'Danger to society' Dublin man moves to appeal conviction for raping heavily-pregnant girlfriend
A man described as a “danger to society” has brought an appeal against his conviction for raping his heavily-pregnant girlfriend.
The Dublin man (55), who cannot be identified for legal reasons, was found guilty by a Central Criminal Court jury of three counts of sexually assaulting his partner on three occasions in November 2014.
He was subsequently found guilty of two counts of raping his partner in December 2014, days before she was due to give birth to their second child. He had denied all charges throughout two trials.
Jailing him for five years for the sexual assaults, Ms Justice Deirdre Murphy said it was “shocking” that the man felt himself entitled to abuse anyone in this way, noting that the victim was his partner, the mother of his child and eight months pregnant with their second child together.

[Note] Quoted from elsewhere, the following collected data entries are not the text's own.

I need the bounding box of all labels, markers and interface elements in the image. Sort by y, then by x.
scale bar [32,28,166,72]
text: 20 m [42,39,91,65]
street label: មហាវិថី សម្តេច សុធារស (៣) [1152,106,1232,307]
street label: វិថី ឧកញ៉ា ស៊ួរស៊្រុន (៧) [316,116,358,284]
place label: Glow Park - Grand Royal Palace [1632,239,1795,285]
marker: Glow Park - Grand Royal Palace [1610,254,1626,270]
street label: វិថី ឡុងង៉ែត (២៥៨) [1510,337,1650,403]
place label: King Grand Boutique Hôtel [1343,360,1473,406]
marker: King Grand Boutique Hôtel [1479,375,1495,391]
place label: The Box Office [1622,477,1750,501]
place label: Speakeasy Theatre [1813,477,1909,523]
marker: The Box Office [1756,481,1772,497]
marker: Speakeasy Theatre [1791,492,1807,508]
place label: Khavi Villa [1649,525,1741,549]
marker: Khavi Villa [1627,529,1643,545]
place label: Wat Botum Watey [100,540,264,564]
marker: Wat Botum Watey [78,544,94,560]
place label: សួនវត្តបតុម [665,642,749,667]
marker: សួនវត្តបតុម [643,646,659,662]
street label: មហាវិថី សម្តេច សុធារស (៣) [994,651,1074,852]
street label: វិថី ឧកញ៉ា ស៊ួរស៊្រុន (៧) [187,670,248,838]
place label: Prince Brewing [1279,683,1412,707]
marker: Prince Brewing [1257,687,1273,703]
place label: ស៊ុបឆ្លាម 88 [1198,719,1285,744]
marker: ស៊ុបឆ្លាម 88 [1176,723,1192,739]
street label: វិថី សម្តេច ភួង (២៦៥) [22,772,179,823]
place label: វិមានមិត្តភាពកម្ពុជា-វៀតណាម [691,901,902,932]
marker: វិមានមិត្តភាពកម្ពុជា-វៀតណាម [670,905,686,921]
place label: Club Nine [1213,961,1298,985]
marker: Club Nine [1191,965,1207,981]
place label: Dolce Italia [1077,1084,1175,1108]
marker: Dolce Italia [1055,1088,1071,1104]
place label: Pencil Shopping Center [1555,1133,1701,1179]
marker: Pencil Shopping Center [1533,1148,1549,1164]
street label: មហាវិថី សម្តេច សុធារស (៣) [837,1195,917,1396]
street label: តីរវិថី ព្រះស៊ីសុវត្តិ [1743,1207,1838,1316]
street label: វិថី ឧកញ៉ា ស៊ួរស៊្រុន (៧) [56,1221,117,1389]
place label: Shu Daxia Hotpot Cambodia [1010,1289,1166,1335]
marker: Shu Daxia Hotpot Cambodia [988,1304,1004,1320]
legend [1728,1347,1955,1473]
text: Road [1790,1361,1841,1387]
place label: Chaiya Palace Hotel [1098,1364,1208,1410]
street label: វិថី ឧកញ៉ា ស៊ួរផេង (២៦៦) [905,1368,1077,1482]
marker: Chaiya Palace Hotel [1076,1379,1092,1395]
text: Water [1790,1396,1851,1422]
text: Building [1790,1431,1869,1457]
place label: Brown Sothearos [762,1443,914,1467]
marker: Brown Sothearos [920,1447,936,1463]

She described his actions as “sneaky, underhand and clandestine” and said the 40-year-old woman felt “humiliated, embarrassed and degraded” particularly as the videos of the assault were played in court.
“Any person who is willing to drug another person for his own sexual needs is a danger to society,” Ms Justice Murphy said.
Following the rape trial, Mr Justice Paul Butler imposed a concurrent sentence of 10 years imprisonment with the final two years suspended.
The man moved to appeal his conviction for rape on Tuesday on a number of grounds in the Court of Appeal, where judgment was reserved.
His barrister, Michael Bowman SC, submitted that the trial judge erred when he told the jury they could consider the consistency of the complainant’s account as being supportive "or corroborative" of the prosecution case.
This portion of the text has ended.